(Saved data entries)

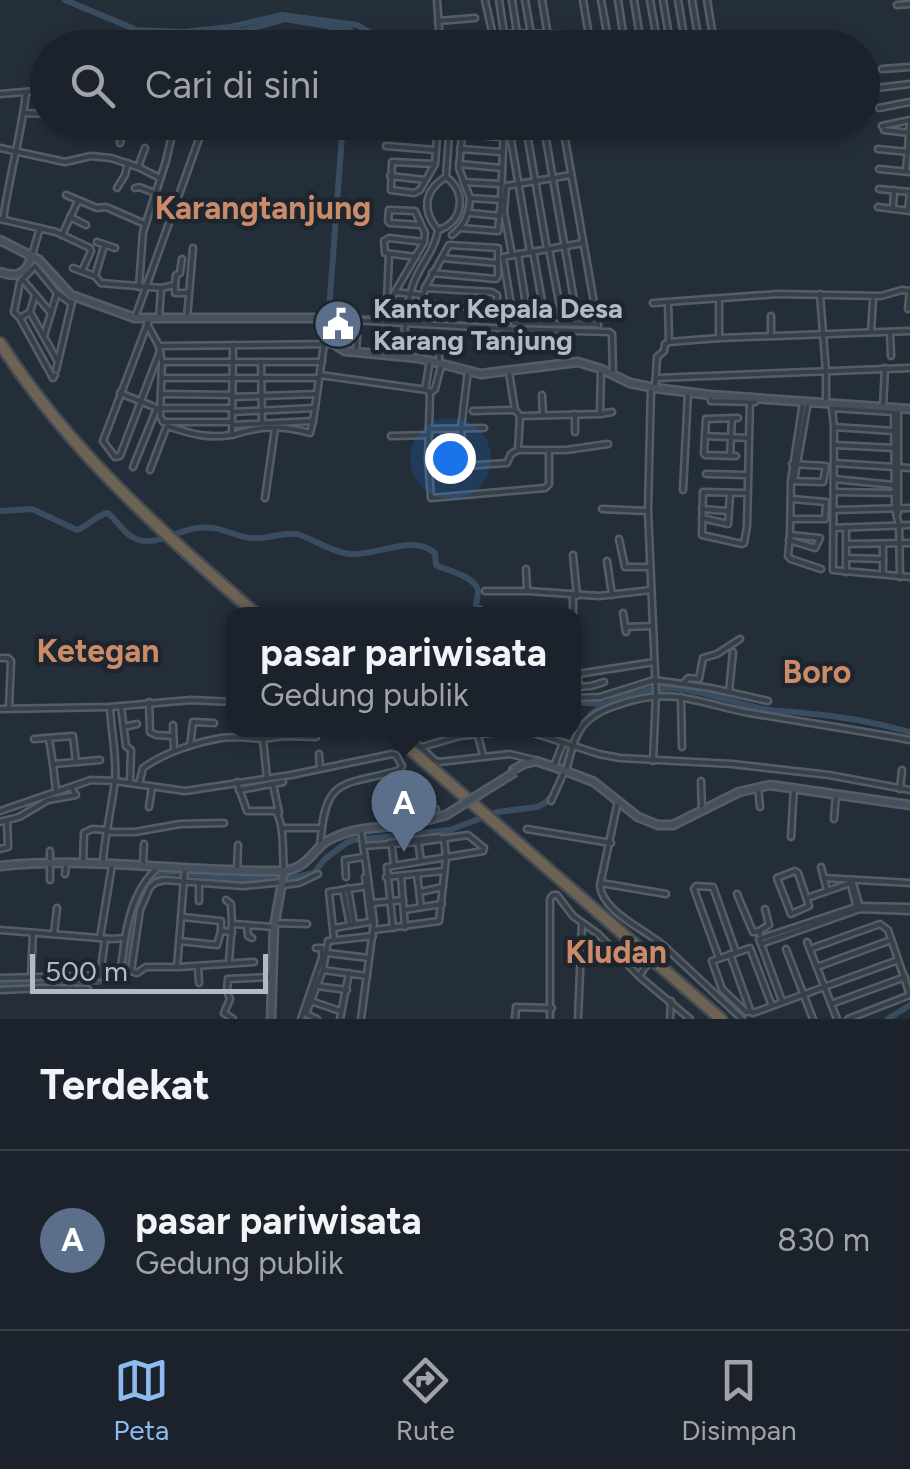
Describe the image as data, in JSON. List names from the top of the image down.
{
  "districts": [
    "Karangtanjung",
    "Ketegan",
    "Boro",
    "Kludan"
  ],
  "places": {
    "public building": ["Kantor Kepala Desa Karang Tanjung"]
  },
  "scale_bar": "500 m",
  "page": {
    "search": "Cari di sini",
    "popup": ["pasar pariwisata", "Gedung publik"],
    "pins": "A",
    "scale": "500 m",
    "heading": "Terdekat",
    "list": [
      {
        "mark": "A",
        "name": "pasar pariwisata",
        "note": "Gedung publik",
        "value": "830 m"
      }
    ],
    "nav": ["Peta", "Rute", "Disimpan"]
  }
}
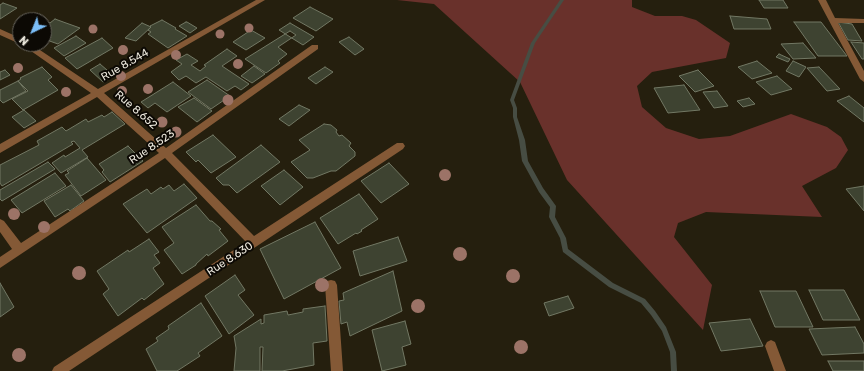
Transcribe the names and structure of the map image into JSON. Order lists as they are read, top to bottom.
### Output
{
  "streets": {
    "street": [
      "Rue 8.544",
      "Rue 8.652",
      "Rue 8.523",
      "Rue 8.630"
    ]
  },
  "crossings": [
    ["Rue 8.544", "Rue 8.652"],
    ["Rue 8.652", "Rue 8.523"],
    ["Rue 8.652", "Rue 8.630"]
  ],
  "north": "bottom left"
}
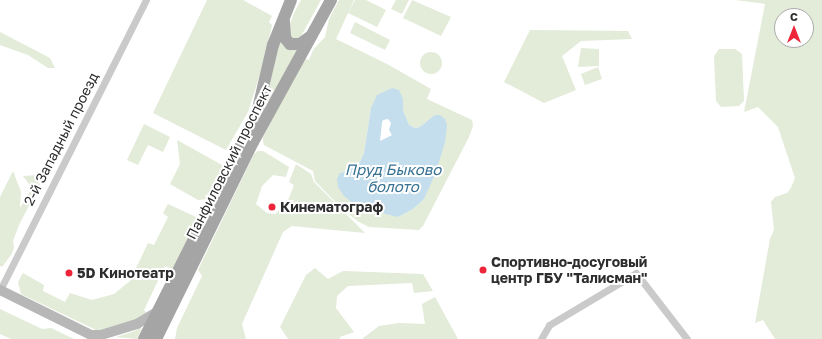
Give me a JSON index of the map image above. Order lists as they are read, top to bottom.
{
  "streets": {
    "main road": ["Панфиловский проспект"],
    "street": ["2-й Западный проезд"]
  },
  "water": ["Пруд Быково болото"],
  "places": ["Кинематограф", "Спортивно-досуговый центр ГБУ \"Талисман\"", "5D Кинотеатр"],
  "north": "top"
}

Exercise goal: Your task is to restate every record word for word. Omit all pictures.

Written solution:
Describe the image as data, in JSON. List names from the top of the image down.
{
  "districts": [
    "Karangtanjung",
    "Ketegan",
    "Boro",
    "Kludan"
  ],
  "places": {
    "public building": ["Kantor Kepala Desa Karang Tanjung"]
  },
  "scale_bar": "500 m",
  "page": {
    "search": "Cari di sini",
    "popup": ["pasar pariwisata", "Gedung publik"],
    "pins": "A",
    "scale": "500 m",
    "heading": "Terdekat",
    "list": [
      {
        "mark": "A",
        "name": "pasar pariwisata",
        "note": "Gedung publik",
        "value": "830 m"
      }
    ],
    "nav": ["Peta", "Rute", "Disimpan"]
  }
}
Transcribe the names and structure of the map image into JSON. Order lists as they are read, top to bottom.
### Output
{
  "streets": {
    "street": [
      "Rue 8.544",
      "Rue 8.652",
      "Rue 8.523",
      "Rue 8.630"
    ]
  },
  "crossings": [
    ["Rue 8.544", "Rue 8.652"],
    ["Rue 8.652", "Rue 8.523"],
    ["Rue 8.652", "Rue 8.630"]
  ],
  "north": "bottom left"
}
Give me a JSON index of the map image above. Order lists as they are read, top to bottom.
{
  "streets": {
    "main road": ["Панфиловский проспект"],
    "street": ["2-й Западный проезд"]
  },
  "water": ["Пруд Быково болото"],
  "places": ["Кинематограф", "Спортивно-досуговый центр ГБУ \"Талисман\"", "5D Кинотеатр"],
  "north": "top"
}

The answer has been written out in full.